▶ **Task details**
Exactly the lines from the opening of the data through the line containing "width:45px; height:45px; display:grid;" should be reproduced, please, with nothing added.
________________
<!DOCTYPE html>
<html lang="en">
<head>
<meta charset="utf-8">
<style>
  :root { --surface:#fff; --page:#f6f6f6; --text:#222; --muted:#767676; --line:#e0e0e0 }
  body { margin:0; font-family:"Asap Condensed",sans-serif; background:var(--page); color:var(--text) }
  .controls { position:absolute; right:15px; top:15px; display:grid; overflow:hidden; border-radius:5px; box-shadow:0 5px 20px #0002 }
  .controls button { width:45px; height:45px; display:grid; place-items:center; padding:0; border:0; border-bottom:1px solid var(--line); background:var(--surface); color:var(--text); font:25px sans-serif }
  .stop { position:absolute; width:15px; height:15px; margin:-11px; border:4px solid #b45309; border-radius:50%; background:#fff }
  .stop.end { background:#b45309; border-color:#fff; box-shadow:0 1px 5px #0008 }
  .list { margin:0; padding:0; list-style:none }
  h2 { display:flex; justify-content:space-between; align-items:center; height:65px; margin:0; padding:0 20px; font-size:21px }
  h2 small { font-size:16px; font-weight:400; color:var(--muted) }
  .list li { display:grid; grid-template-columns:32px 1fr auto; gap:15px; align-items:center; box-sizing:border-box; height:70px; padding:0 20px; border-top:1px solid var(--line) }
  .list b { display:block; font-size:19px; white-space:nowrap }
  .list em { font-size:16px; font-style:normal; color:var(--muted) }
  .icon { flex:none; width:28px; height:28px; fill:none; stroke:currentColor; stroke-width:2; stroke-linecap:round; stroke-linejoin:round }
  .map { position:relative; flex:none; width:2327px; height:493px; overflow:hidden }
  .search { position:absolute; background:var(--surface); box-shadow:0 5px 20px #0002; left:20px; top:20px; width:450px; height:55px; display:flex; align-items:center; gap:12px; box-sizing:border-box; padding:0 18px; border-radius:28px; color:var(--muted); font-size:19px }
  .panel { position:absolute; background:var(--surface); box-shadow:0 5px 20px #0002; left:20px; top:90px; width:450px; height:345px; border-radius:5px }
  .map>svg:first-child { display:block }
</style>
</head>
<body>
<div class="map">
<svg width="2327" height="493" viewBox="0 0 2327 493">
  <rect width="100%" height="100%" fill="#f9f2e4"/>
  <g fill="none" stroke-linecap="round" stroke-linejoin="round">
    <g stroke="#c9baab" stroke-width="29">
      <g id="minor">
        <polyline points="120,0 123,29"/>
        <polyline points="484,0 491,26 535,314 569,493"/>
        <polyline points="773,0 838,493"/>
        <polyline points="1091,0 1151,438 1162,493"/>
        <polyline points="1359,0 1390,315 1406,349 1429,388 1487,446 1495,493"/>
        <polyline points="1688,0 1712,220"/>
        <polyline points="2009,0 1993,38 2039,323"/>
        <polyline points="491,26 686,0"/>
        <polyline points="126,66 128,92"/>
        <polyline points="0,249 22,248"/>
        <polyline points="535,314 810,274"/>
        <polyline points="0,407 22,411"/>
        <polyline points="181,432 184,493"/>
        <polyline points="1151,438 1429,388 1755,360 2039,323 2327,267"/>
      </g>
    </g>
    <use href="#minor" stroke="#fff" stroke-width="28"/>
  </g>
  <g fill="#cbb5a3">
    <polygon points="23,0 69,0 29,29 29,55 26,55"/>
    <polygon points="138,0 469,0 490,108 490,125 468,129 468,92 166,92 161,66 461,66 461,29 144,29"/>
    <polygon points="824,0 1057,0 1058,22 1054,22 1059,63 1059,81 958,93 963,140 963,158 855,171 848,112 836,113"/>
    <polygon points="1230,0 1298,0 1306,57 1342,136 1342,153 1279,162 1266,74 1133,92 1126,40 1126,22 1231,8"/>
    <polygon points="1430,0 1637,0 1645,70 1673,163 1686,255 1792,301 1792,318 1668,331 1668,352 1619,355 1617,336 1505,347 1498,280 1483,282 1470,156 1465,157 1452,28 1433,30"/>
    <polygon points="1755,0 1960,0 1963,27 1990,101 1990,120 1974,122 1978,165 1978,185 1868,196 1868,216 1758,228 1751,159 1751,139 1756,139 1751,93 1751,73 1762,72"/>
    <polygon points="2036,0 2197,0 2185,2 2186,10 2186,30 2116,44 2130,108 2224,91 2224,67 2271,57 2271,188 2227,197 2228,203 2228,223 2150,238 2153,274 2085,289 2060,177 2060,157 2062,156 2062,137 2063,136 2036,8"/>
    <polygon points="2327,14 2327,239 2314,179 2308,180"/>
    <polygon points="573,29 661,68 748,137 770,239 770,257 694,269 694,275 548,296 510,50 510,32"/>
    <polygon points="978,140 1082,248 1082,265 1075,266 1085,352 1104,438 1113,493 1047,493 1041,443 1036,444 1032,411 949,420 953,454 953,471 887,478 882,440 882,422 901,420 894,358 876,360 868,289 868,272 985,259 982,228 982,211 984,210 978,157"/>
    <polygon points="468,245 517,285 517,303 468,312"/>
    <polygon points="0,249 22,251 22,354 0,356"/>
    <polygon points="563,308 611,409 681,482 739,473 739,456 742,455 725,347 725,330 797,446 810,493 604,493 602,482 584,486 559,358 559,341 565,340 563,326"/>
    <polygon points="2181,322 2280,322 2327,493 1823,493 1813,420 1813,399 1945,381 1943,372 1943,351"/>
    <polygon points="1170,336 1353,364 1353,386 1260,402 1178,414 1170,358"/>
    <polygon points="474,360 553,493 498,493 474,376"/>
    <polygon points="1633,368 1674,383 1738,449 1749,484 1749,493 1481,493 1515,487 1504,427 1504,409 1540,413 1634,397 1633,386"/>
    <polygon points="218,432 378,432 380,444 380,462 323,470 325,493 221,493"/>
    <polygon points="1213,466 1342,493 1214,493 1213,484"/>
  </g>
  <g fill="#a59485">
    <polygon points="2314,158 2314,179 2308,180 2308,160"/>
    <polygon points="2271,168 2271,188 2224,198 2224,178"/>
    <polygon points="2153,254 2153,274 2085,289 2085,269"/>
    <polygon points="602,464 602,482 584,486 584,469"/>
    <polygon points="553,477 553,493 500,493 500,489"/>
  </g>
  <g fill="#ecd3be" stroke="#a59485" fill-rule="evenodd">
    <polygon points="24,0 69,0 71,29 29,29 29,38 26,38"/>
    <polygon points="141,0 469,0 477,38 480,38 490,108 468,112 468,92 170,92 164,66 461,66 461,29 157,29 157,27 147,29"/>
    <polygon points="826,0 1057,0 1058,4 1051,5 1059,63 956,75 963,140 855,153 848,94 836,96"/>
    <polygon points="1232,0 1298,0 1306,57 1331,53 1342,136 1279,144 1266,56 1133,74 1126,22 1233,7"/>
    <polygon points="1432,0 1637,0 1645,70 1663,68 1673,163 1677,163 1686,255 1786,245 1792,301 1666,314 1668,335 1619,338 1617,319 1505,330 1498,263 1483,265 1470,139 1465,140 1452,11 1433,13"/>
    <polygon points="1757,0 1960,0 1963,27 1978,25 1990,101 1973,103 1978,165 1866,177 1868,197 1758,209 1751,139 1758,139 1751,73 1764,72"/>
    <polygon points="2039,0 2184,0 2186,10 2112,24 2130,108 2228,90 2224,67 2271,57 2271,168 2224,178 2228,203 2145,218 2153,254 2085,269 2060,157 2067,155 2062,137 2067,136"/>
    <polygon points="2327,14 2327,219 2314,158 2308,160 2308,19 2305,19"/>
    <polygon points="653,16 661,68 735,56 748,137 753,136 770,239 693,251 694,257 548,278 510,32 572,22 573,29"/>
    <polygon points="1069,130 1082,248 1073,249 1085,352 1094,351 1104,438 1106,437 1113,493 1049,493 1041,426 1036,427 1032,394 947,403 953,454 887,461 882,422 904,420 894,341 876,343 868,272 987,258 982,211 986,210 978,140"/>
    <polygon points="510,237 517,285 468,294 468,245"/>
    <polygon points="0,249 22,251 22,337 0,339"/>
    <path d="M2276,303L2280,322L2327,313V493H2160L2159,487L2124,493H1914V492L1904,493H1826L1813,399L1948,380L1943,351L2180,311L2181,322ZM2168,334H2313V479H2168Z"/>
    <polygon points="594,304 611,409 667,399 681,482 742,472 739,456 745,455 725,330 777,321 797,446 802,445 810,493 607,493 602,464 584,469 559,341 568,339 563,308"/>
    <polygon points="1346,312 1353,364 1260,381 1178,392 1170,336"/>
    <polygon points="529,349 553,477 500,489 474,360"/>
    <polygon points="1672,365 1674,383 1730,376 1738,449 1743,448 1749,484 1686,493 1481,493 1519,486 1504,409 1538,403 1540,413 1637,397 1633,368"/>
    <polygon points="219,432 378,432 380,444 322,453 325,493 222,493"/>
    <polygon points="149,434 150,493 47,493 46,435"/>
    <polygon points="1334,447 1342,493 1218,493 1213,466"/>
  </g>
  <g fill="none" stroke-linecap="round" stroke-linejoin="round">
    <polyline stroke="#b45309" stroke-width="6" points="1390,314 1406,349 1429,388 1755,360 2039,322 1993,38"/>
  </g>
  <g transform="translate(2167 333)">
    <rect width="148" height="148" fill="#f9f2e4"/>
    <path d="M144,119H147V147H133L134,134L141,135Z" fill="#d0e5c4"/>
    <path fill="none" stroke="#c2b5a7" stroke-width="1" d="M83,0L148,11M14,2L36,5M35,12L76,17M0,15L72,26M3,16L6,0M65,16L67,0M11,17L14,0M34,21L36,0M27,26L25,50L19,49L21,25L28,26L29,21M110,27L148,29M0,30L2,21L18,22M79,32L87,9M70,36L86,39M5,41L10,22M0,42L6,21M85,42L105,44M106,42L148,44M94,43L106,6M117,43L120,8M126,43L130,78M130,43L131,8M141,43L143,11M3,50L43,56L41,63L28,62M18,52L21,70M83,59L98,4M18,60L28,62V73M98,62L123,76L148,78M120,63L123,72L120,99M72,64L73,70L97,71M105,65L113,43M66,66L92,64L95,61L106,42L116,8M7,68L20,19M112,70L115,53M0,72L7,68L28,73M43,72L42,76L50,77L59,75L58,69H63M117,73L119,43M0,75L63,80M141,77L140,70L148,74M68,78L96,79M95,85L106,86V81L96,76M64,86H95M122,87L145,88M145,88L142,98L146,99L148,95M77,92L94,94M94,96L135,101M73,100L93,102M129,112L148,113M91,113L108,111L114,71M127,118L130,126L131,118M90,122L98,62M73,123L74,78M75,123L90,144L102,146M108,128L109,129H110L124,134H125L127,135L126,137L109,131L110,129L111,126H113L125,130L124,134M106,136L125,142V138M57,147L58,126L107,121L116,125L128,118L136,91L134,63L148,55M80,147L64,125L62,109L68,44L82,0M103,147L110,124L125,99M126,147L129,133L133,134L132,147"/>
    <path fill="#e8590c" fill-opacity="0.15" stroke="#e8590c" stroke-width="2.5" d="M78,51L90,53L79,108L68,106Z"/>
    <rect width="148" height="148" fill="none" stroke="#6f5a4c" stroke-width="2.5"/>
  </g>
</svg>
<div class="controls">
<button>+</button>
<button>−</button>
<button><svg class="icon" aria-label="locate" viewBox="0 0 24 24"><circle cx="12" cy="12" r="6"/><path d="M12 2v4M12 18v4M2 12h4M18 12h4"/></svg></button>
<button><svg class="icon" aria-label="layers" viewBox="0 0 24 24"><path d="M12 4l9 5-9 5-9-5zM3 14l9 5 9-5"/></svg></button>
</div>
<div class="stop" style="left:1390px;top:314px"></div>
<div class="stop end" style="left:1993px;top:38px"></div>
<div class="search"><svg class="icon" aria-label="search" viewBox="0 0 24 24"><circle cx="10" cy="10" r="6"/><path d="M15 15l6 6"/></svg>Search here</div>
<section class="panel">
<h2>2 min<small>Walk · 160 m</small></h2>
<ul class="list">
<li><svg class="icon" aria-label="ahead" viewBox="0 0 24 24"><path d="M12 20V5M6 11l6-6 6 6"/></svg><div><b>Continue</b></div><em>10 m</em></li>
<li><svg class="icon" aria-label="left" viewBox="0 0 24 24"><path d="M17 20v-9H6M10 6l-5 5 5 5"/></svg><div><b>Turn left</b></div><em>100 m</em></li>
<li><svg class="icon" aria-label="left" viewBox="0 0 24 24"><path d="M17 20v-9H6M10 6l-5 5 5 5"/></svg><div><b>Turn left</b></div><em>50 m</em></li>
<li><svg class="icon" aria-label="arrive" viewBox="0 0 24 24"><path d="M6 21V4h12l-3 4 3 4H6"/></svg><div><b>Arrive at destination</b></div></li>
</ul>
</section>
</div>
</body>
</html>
________________
▶ **The completed task**
<!DOCTYPE html>
<html lang="en">
<head>
<meta charset="utf-8">
<style>
  :root { --surface:#fff; --page:#f6f6f6; --text:#222; --muted:#767676; --line:#e0e0e0 }
  body { margin:0; font-family:"Asap Condensed",sans-serif; background:var(--page); color:var(--text) }
  .controls { position:absolute; right:15px; top:15px; display:grid; overflow:hidden; border-radius:5px; box-shadow:0 5px 20px #0002 }
  .controls button { width:45px; height:45px; display:grid; place-items:center; padding:0; border:0; border-bottom:1px solid var(--line); background:var(--surface); color:var(--text); font:25px sans-serif }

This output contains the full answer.